How would you find the roots of a function when:
- The function is a polynomial with a degree greater than 3
- The polynomial is not factorable
?
For example (let's just say):
$2x^5-3x^3+13$ I hope this doesn't produce roots with $i$. If you have a clearer example, please add.
As far as I know, I cannot factor this and I have no idea what to do. Is there some alternate form of quadratic formula for higher power polynomials?
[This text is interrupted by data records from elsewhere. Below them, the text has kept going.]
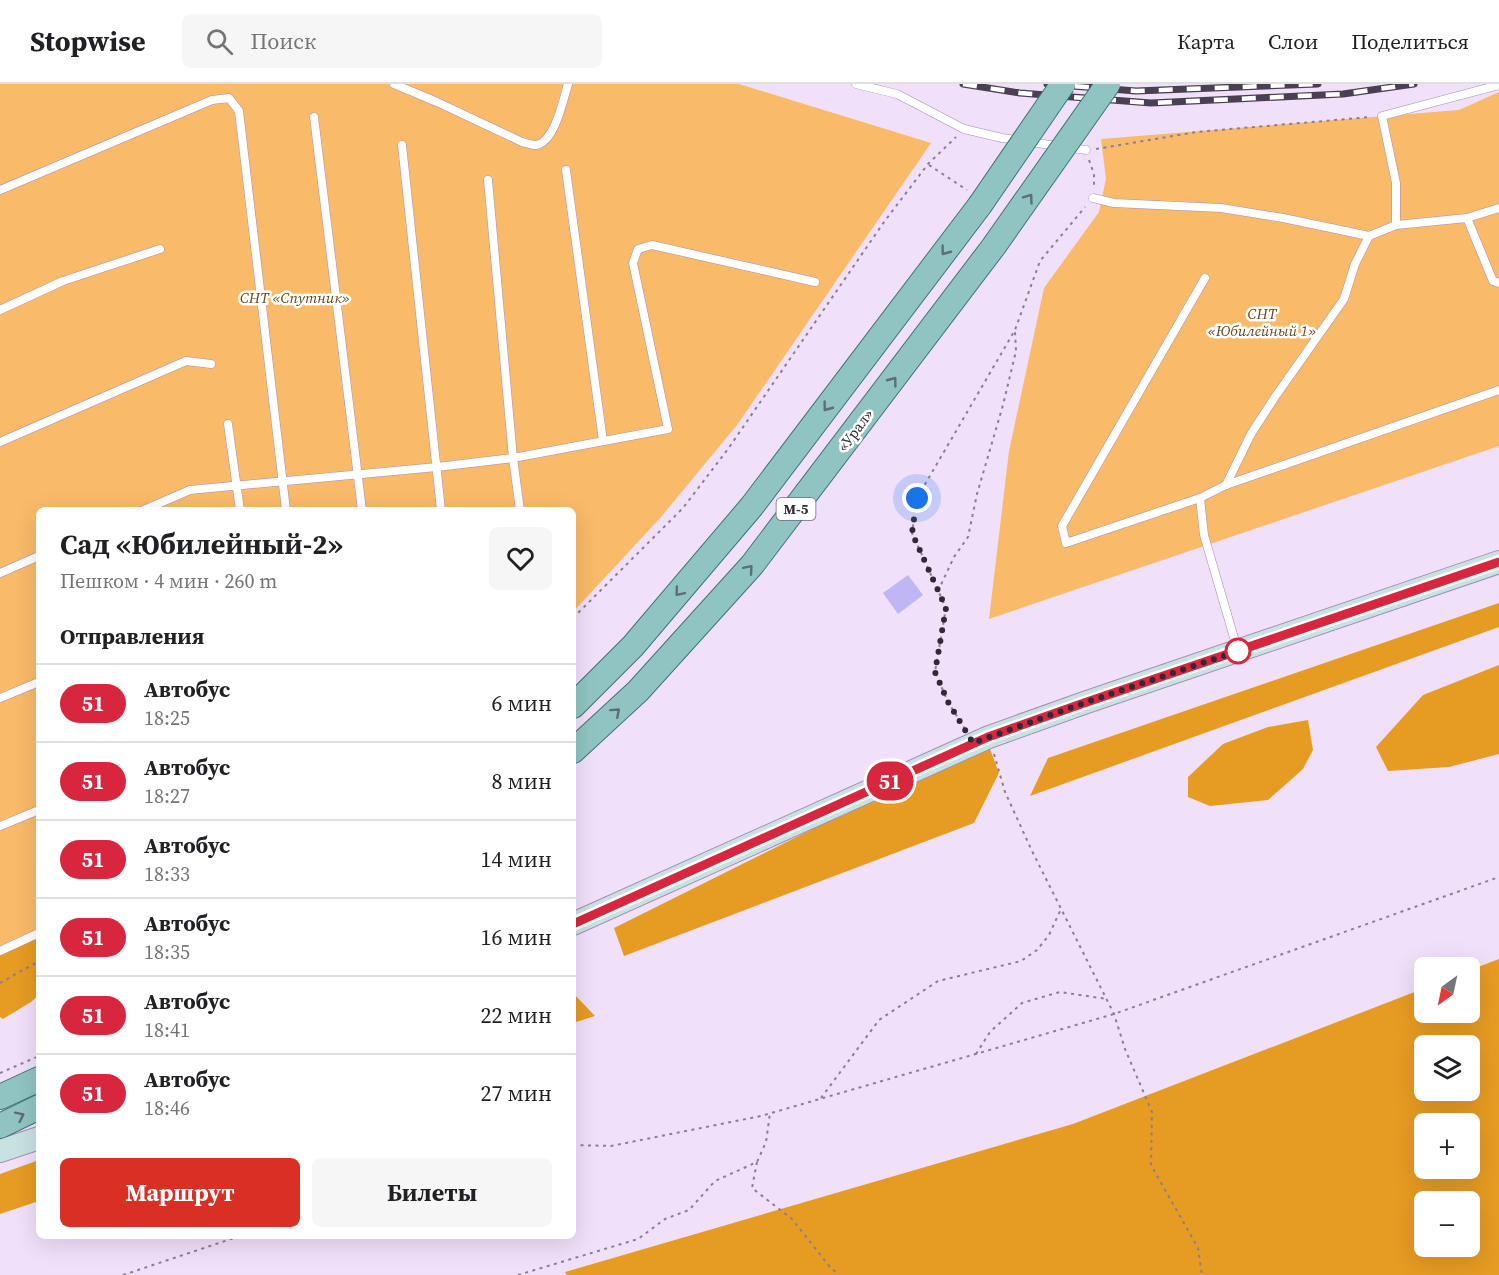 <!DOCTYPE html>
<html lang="ru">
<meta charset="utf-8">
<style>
:root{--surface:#fff;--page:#f6f6f6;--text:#202124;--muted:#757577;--line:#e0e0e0;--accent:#d93025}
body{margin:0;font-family:"Source Serif 4",serif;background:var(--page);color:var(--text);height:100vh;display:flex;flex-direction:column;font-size:22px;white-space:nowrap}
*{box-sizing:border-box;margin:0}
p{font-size:20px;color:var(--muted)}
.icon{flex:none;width:33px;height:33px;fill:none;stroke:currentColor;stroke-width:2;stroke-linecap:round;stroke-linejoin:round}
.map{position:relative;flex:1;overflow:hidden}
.sheet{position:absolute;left:36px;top:423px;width:540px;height:732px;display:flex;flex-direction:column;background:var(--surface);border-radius:9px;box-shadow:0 6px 24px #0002}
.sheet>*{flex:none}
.badge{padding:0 12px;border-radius:20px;font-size:21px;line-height:39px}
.needle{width:39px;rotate:213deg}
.fabs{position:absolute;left:1414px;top:873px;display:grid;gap:12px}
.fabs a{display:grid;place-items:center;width:66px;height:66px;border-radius:9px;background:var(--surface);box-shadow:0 6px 24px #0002;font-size:30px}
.you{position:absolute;width:30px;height:30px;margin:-15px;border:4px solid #fff;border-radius:50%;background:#1a73e8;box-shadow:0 0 0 9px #1a73e833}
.map>.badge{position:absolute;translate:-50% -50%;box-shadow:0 0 0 3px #fff}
h2{padding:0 24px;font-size:22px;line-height:54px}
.round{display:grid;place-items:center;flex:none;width:63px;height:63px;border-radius:9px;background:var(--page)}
.head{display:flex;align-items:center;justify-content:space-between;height:102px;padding:0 24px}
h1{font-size:28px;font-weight:700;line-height:45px}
.button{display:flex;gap:12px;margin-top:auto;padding:12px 24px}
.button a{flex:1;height:69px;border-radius:9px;background:var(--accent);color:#fff;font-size:24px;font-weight:700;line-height:69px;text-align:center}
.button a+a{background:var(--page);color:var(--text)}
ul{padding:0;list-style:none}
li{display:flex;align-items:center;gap:18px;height:78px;padding:0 24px;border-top:2px solid var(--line)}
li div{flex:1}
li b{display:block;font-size:22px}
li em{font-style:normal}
li .badge{min-width:66px;font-weight:700;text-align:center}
header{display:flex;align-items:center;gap:36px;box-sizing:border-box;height:84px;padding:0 30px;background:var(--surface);border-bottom:2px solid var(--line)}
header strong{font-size:28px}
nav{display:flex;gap:33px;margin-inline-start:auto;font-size:21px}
.search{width:420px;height:54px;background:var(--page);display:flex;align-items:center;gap:15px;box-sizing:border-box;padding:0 21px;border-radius:9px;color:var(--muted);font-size:22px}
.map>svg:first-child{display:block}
.green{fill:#f9ba69}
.forest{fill:#e69b23;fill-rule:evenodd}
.building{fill:#c0b5f5}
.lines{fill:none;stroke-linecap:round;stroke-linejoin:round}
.lane-casing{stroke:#a68eb6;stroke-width:9}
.secondary-casing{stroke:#a68eb6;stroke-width:24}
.primary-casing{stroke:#3f7478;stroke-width:26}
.path{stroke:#8b7e93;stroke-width:2;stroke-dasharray:3 4.5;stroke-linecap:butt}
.lane{stroke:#fff;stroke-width:8}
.secondary{stroke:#c8e2e1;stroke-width:22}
.primary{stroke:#90c4c2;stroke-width:24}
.rail-casing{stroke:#4b4052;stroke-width:7}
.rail{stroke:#fff;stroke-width:4.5;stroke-dasharray:14;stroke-linecap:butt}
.primary-bridge-casing{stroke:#3f7478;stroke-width:26;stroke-linecap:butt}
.primary-bridge{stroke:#90c4c2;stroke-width:24}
.oneway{stroke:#5c6e76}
.line-casing{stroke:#fff;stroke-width:14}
.line{stroke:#d7263d;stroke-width:9}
.walk{stroke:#322838;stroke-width:6;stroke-dasharray:0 10.8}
.stop-dot{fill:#fff;stroke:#d7263d;stroke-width:3}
.labels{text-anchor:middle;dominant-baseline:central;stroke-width:5;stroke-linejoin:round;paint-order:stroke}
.shield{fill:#fff;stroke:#706874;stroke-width:1.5}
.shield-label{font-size:14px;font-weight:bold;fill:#322838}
.park-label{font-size:15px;font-style:italic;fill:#66461b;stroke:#fff}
.street-label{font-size:15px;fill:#322838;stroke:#fff}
</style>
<header>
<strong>Stopwise</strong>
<div class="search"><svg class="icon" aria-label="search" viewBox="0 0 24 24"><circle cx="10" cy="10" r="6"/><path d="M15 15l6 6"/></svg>Поиск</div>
<nav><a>Карта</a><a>Слои</a><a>Поделиться</a></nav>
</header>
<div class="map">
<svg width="1499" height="1191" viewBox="0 0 1499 1191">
<rect width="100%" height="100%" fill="#f0e0fa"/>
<g class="green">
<polygon points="0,0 739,0 931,59 737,341 661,433 573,528 573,426 39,426 39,863 0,882"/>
<polygon points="1499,8 1499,362 989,535 1009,367 1044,204 1099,128 1106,95 1101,55 1459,26"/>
</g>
<g class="forest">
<polygon points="1499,519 1499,543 1030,712 1048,674"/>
<polygon points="1499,581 1499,670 1449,683 1388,687 1376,663 1423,611"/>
<polygon points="1308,636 1313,666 1303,685 1268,716 1210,722 1188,713 1188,693 1223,660 1268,643"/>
<polygon points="990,665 999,689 974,739 624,872 614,844 895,704"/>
<polygon points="39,851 39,911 31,918 3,935 0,933 0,871"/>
<path d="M1499,875V1191H567L565,1188L1073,1040L1425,904V928H1470V886ZM1425,962H1470V1006H1425ZM1425,1040H1470V1084H1425ZM1425,1118H1470V1162H1425Z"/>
<polygon points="573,909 595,932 573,939"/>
<polygon points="39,1076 39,1117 0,1130 0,1090"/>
</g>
<polygon class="building" points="908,491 923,511 898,530 883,509"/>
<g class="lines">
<g class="lane-casing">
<g id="lane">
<path d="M394,0L437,18L522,58C526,59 532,61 536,61C555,58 563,16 568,0"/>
<polyline points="856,0 897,10 964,45 1002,54 1086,66"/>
<polyline points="314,33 362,426"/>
<polyline points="402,61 441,426"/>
<polyline points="566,86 603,357"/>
<polyline points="488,96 513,374 520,426"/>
<polyline points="0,106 212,16 229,14 239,27 286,426"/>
<polyline points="1093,114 1114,119 1221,124 1283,134 1369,152 1396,141 1467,134 1499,124"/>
<polyline points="1467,134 1493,197 1499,199"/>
<polyline points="1396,141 1396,99 1382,32 1499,1"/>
<polyline points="1205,194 1062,442 1066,459 1200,414 1226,401 1499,306"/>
<polyline points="0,226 63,197 160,165"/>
<polyline points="228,340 240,426"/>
<polyline points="0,358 186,277 211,280"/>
<polyline points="1226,401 1251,350 1275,313 1344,215 1355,180 1369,152"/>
<polyline points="1200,414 1204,451 1237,564"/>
<polyline points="144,426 190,406 437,383 513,374 668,345 633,179 638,165 652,161 815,198"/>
<polyline points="0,489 39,472"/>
<polyline points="0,614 39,598"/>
<polyline points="0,742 39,726"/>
<polyline points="0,867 39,849"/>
</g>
</g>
<g class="secondary-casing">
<g id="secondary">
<polyline points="573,840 989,653 1084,619 1499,478"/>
<polyline points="0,1067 39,1054"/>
</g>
</g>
<g class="primary-casing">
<g id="primary">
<polyline points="573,622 633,562 752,422 980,121"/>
<polyline points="573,667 638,607 752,481 994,162"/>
<polyline points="0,1013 39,995"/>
<polyline points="0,1042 39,1023"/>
</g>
</g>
<g class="path">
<polyline points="1096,65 1196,48 1370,33"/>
<polyline points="1089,76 1094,90 1094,102"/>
<polyline points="929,81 967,106"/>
<polyline points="938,507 954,473 968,453 977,410 1003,321 1016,267 1015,248"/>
<polyline points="573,534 683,424 728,365 884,138 928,80 956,53"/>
<polyline points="965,645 948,618 935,588 946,524 912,449 917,414 1015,246 1040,177 1085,123"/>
<polyline points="994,670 1005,708 1032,767 1114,930 1125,965 1152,1028 1151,1081 1198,1164 1202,1191"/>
<polyline points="0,899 39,877"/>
<polyline points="976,970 990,948 1022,919 1060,908 1107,915"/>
<polyline points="0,989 39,972"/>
<polyline points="821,1014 879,936 938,897 1021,877 1037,866 1049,851 1061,825"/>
<polyline points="573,1061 611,1062 761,1032 1114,930 1499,793"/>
<polyline points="757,1078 752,1104 792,1135 830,1183 839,1191"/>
<polyline points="123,1191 240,1152"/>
<polyline points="518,1191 638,1155 665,1135 689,1126 715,1097 757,1078 766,1058 770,1029"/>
</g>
<use href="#lane" class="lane"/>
<use href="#secondary" class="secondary"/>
<use href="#primary" class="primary"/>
<g class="rail-casing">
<g id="rail">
<polyline points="963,0 1020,9 1151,19 1343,10 1414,0"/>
<polyline points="1047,0 1136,7 1318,0"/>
</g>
</g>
<use href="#rail" class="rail"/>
<g class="primary-bridge-casing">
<g id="primary-bridge">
<polyline points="980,121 1063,0"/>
<polyline points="994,162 1108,0"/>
</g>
</g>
<use href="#primary-bridge" class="primary-bridge"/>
</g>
<defs><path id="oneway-chevron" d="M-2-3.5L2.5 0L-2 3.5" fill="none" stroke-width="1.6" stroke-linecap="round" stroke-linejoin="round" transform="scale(1.5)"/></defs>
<g class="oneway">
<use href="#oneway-chevron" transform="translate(1029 114) rotate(-54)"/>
<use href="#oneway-chevron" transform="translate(945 167) rotate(127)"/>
<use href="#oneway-chevron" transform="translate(893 297) rotate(-53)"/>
<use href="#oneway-chevron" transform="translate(827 323) rotate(127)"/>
<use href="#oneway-chevron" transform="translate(749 485) rotate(-49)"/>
<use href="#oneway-chevron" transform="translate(679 508) rotate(130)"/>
<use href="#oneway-chevron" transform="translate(616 628) rotate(-42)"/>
<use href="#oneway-chevron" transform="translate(20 1032) rotate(-26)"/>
</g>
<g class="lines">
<g class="line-casing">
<polyline id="line" points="573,840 988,653 1084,619 1499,478"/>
</g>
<use href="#line" class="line"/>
<polyline class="walk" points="917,414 912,449 946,524 935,588 948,618 973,659 1084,619 1238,567"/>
</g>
<circle class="stop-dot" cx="1238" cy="567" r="12"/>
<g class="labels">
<rect class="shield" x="776.5" y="414" width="39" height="22" rx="4.5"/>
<g class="shield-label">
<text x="796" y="425">М-5</text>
</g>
<g class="park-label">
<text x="295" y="213">СНТ «Спутник»</text>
<text x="1262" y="229">СНТ<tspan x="1262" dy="17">«Юбилейный 1»</tspan></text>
</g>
<g class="street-label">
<text transform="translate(855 346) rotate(-53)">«Урал»</text>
</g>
</g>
</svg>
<div class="fabs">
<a><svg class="needle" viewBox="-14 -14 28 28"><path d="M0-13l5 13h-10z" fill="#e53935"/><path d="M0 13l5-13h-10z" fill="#757577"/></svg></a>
<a><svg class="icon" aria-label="layers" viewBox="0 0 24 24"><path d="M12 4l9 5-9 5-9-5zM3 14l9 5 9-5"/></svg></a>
<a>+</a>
<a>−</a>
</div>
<div class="you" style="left:917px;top:414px"></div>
<b class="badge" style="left:890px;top:697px;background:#d7263d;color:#fff">51</b>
<section class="sheet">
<div class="head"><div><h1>Сад «Юбилейный-2»</h1><p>Пешком · 4 мин · 260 m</p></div><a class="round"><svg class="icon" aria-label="heart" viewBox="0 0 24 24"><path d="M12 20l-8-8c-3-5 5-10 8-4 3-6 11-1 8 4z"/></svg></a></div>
<h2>Отправления</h2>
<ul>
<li><span class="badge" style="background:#d7263d;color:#fff">51</span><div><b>Автобус</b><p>18:25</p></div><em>6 мин</em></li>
<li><span class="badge" style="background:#d7263d;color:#fff">51</span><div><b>Автобус</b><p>18:27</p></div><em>8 мин</em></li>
<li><span class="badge" style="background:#d7263d;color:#fff">51</span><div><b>Автобус</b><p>18:33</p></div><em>14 мин</em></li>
<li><span class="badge" style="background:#d7263d;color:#fff">51</span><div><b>Автобус</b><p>18:35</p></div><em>16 мин</em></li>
<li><span class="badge" style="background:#d7263d;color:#fff">51</span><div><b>Автобус</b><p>18:41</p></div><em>22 мин</em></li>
<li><span class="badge" style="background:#d7263d;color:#fff">51</span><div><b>Автобус</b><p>18:46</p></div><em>27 мин</em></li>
</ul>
<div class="button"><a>Маршрут</a><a>Билеты</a></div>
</section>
</div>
Is it even possible to do without the use of a computer?
Best Answer
As said in comments, except some very particular cases, there are not explicit expressions for the solutions of quintic polynomials and, most of the time, you will need to use graphics, inspection and numerical methods.
Let us consider the case of $$f(x)=2 x^5-3 x^3+13$$ $$f'(x)=10 x^4-9 x^2$$ $$f''(x)=40 x^3-18 x$$So, the first derivative cancels for $x=0$ (double root) and $x=\pm \frac{3}{\sqrt{10}}$.
So, we have $$f(-\frac{3}{\sqrt{10}})=13+\frac{81}{25 \sqrt{10}}>0\qquad f''(-\frac{3}{\sqrt{10}})=-27 \sqrt{\frac{2}{5}}<0$$ $$f(\frac{3}{\sqrt{10}})=13-\frac{81}{25 \sqrt{10}}>0\qquad f''(\frac{3}{\sqrt{10}})=27 \sqrt{\frac{2}{5}}>0$$ So, the first point is a maximum and second point is a minimum (by the second derivative test) and both of them are positive. So, only one real root is expected.
Using inspection or graphics, you can notice that there is a root between $x=-2$ since $f(-2)=-27$ and $x=-1$ since $f(-1)=14$.
So, now, let us see at a simple numerical method such as Newton for example. Starting from a "reasonable" guess $x_0$, the method will iteratively update it according to $$x_{n+1}=x_n-\frac{f(x_n)}{f'(x_n)}$$ In the case of the considered function, this will give $$x_{n+1}=\frac{8 x_n^5-6 x_n^3-13}{10x_n^4-9 x_n^2}$$ Let us start at the middle of the interval and the method will generate the following iterates $$\left( \begin{array}{cc} n & x_n \\ 0 & -1.5000000000000 \\ 1 & -1.76131687242798 \\ 2 & -1.69531261403214 \\ 3 & -1.68843206448835 \\ 4 & -1.68836241590736 \\ 5 & -1.68836240883471 \end{array} \right)$$ which is solution for fifteen significant figures.
The four other roots are complex numbers.